I originally wrote: But as more nations shed the shackles of socialism
and mercantilism, as seems to be the trend, shouldn't they too begin
to approach the capital appreciation rates experienced in the U.S.?

And Robin Hanson replied:
<That's the positive interpretation. Let's hope its true. Note the
implication though: Most capitalists have never appreciated the value
of free markets, or they would have invested here instead of

Then I questioned: Hmmm, why should they distinguish here from there?
Must adventurers always be judged as pirates just because they see
easier pickings over the uncharted horizon?
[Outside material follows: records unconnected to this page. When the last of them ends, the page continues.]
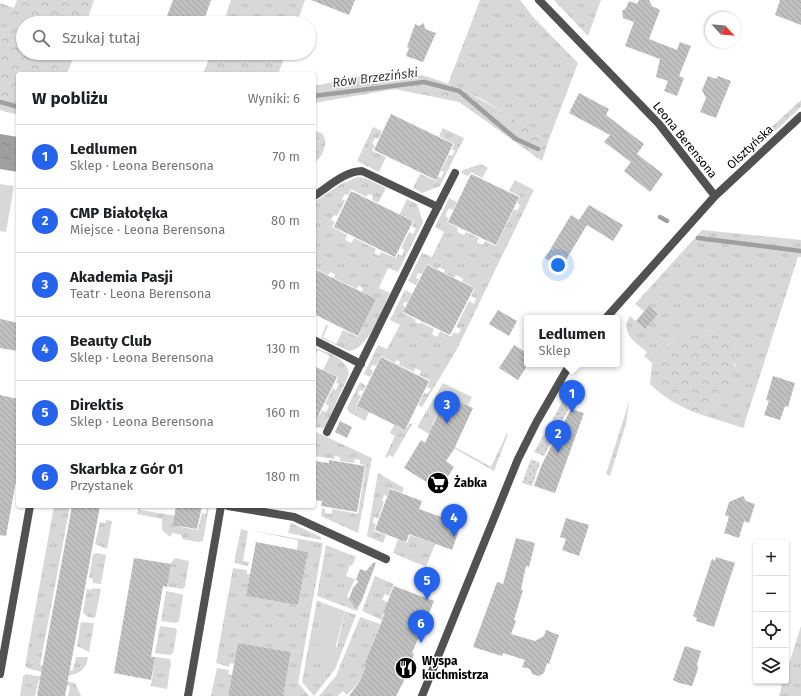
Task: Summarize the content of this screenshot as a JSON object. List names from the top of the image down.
{
  "streets": {
    "street": ["Leona Berensona", "Olsztyńska"]
  },
  "crossings": [
    ["Leona Berensona", "Olsztyńska"]
  ],
  "water": ["Rów Brzeziński"],
  "places": {
    "supermarket": ["Żabka"],
    "restaurant": ["Wyspa kuchmistrza"]
  },
  "north": "bottom right",
  "page": {
    "search": "Szukaj tutaj",
    "heading": ["W pobliżu", "Wyniki: 6"],
    "list": [
      {
        "mark": "1",
        "name": "Ledlumen",
        "note": "Sklep · Leona Berensona",
        "value": "70 m"
      },
      {
        "mark": "2",
        "name": "CMP Białołęka",
        "note": "Miejsce · Leona Berensona",
        "value": "80 m"
      },
      {
        "mark": "3",
        "name": "Akademia Pasji",
        "note": "Teatr · Leona Berensona",
        "value": "90 m"
      },
      {
        "mark": "4",
        "name": "Beauty Club",
        "note": "Sklep · Leona Berensona",
        "value": "130 m"
      },
      {
        "mark": "5",
        "name": "Direktis",
        "note": "Sklep · Leona Berensona",
        "value": "160 m"
      },
      {
        "mark": "6",
        "name": "Skarbka z Gór 01",
        "note": "Przystanek",
        "value": "180 m"
      }
    ],
    "popup": ["Ledlumen", "Sklep"],
    "pins": [
      "1",
      "3",
      "2",
      "4",
      "5",
      "6"
    ],
    "map_buttons": ["+", "−"]
  }
}
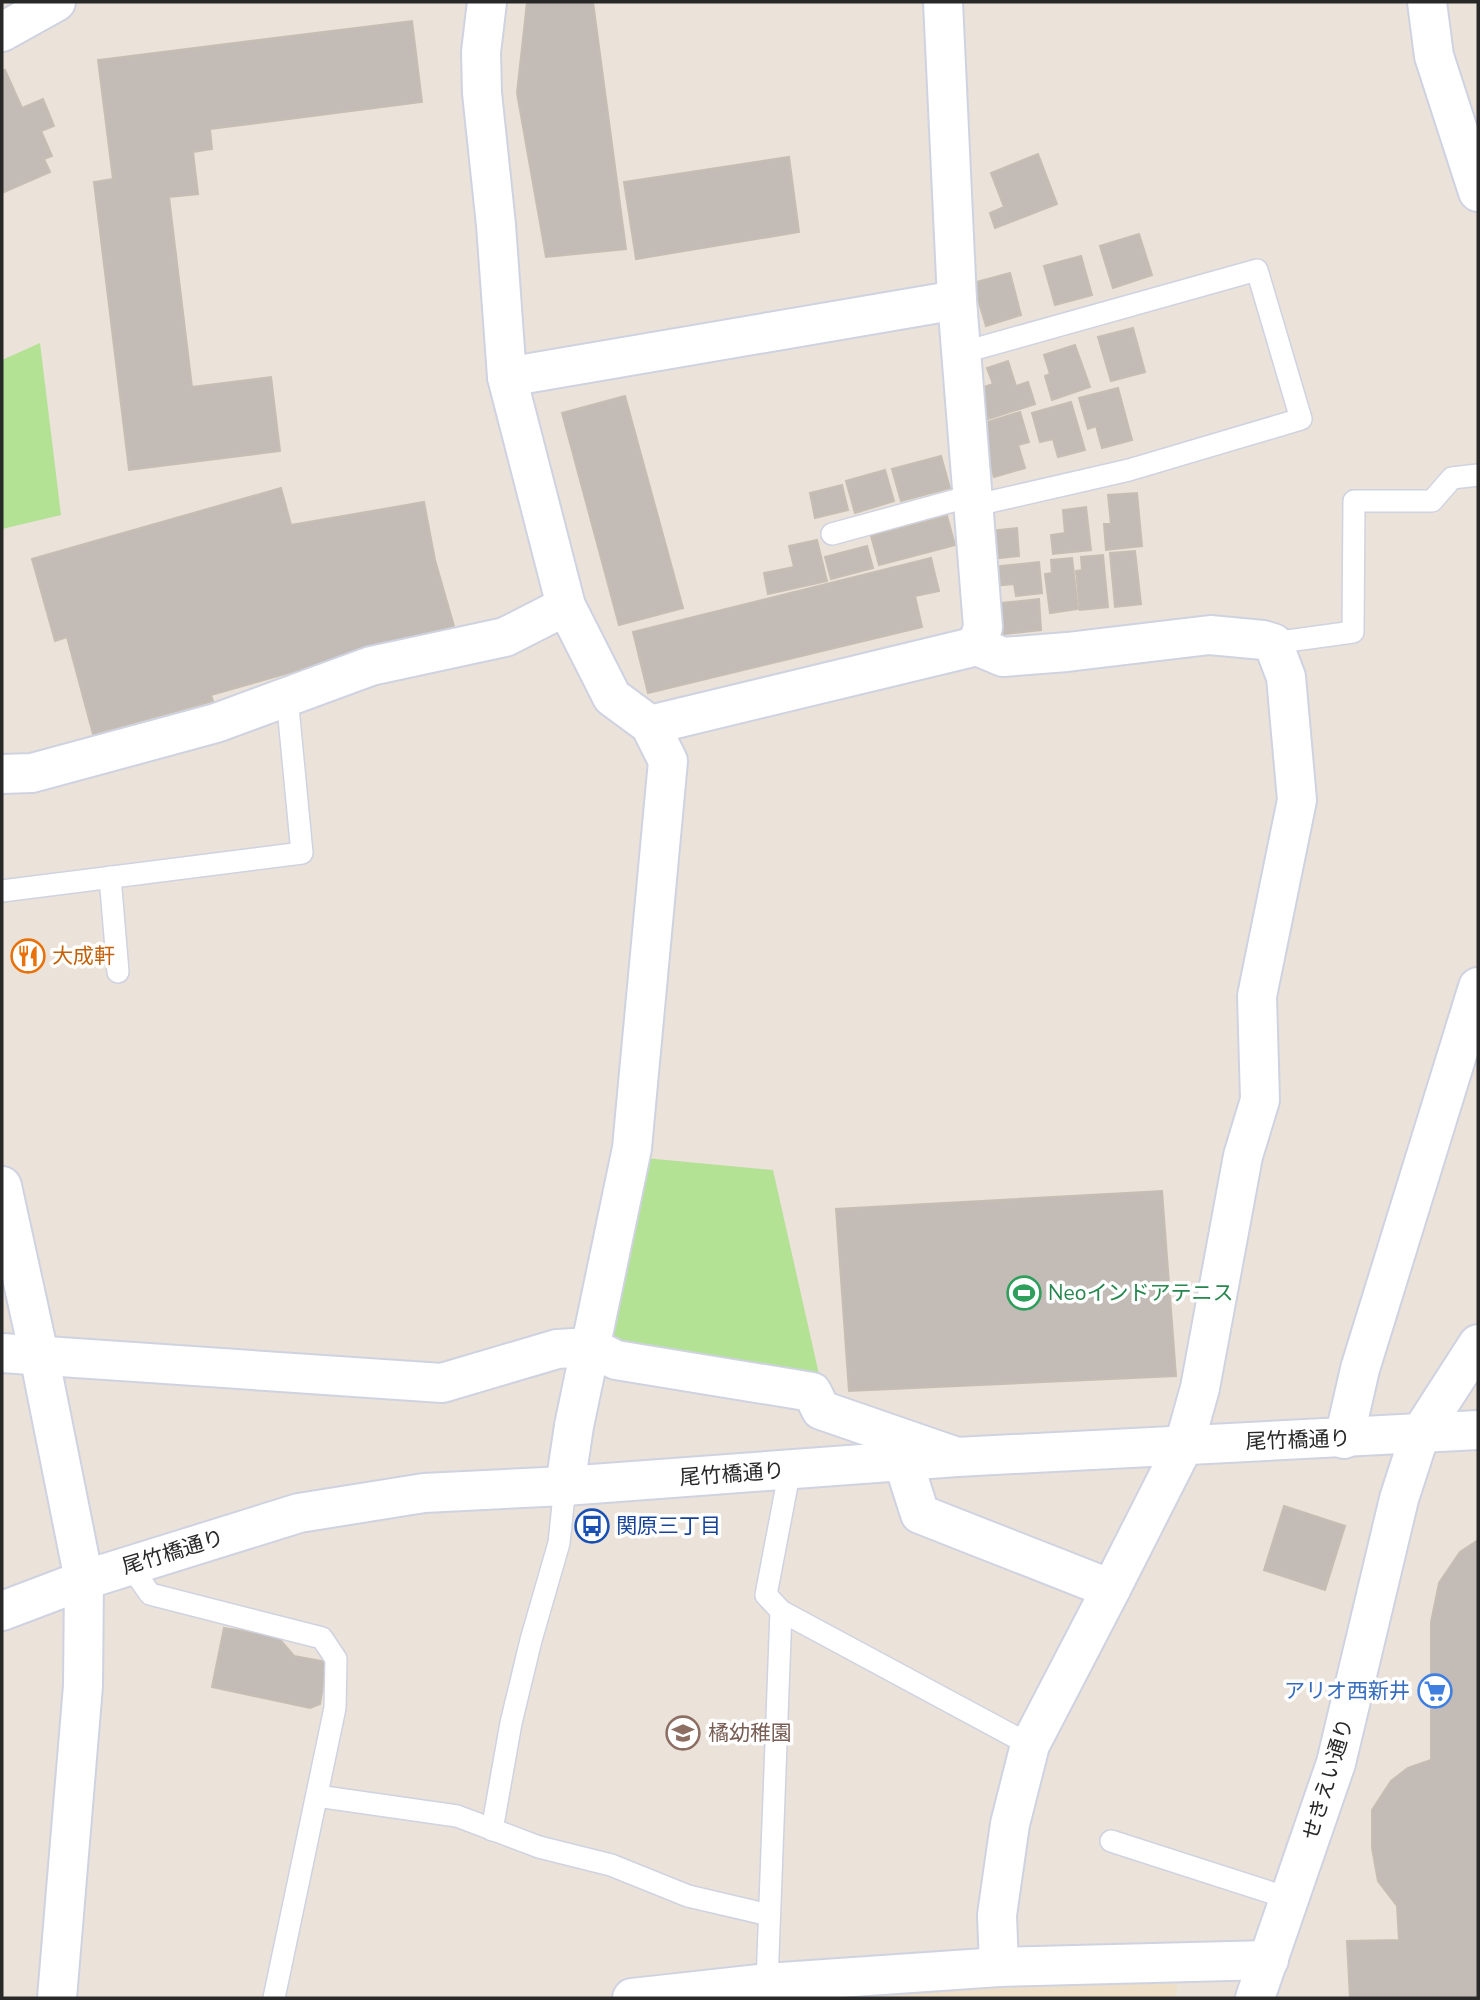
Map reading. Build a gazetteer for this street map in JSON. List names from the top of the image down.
{
  "streets": {
    "street": ["尾竹橋通り", "せきえい通り"]
  },
  "crossings": [
    ["尾竹橋通り", "せきえい通り"]
  ],
  "places": {
    "restaurant": ["大成軒"],
    "sports": ["Neoインドアテニス"],
    "bus stop": ["関原三丁目"],
    "supermarket": ["アリオ西新井"],
    "school or university": ["橘幼稚園"]
  }
}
And, on Tuesday, February 18, 1997 12:43 PM, you wrote:
<You've lost me here. Investors should move to where the expect
higher returns, just as people should move to where wages are highest.
I don't see a relation between this and piracy.>

Sorry for going poetic and rambling romantically about pirates and
such - I really wanted to refer to pioneers rather than bucaneers.

Your response clarifies that you meant (I think) that investors should
have been investing here in the U.S., rather than overseas, because
that's where they could get the highest returns.
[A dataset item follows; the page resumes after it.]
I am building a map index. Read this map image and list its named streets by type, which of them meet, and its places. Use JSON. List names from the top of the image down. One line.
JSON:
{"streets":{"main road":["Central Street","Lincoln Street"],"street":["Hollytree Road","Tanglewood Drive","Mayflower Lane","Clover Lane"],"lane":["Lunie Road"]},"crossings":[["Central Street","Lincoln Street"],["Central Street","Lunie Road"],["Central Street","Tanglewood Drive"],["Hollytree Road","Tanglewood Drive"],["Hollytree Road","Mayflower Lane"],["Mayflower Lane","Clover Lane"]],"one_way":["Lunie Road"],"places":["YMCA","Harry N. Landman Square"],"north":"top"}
It seems to me, though, that investors like to diversify. Even if
they know (and it's doubtful that they had the kind of quantified
knowledge of comparative investment returns in major world markets
that the study you cited provided) where to get the best return, they
might not want to put all their eggs in one basket. I would think
this overseas "adventurism", despite more assured investments at home,
implies that investors aren't always completely rational, that they
are willing to take risks and be pioneers in new markets.

I was organizing some of my note files over the weekend and found this
item that might have some relevance here:

<06/06/96. RATIONAL BEHAVIOR. Roger Lowenstein's WSJ "Intrinsic Value"
column describes the work of the late Israeli psychologist Amos
Tversky at challenging the economics assumption of rational behavior.
Tversky showed that people exhibit 'loss aversion', the desire to find
patterns in random events and comparative evaluations that do not
usually produce rational behavior.>

I don't know if Tversky or others have also shown that people act
irrationally when they are willing to take risks in new areas.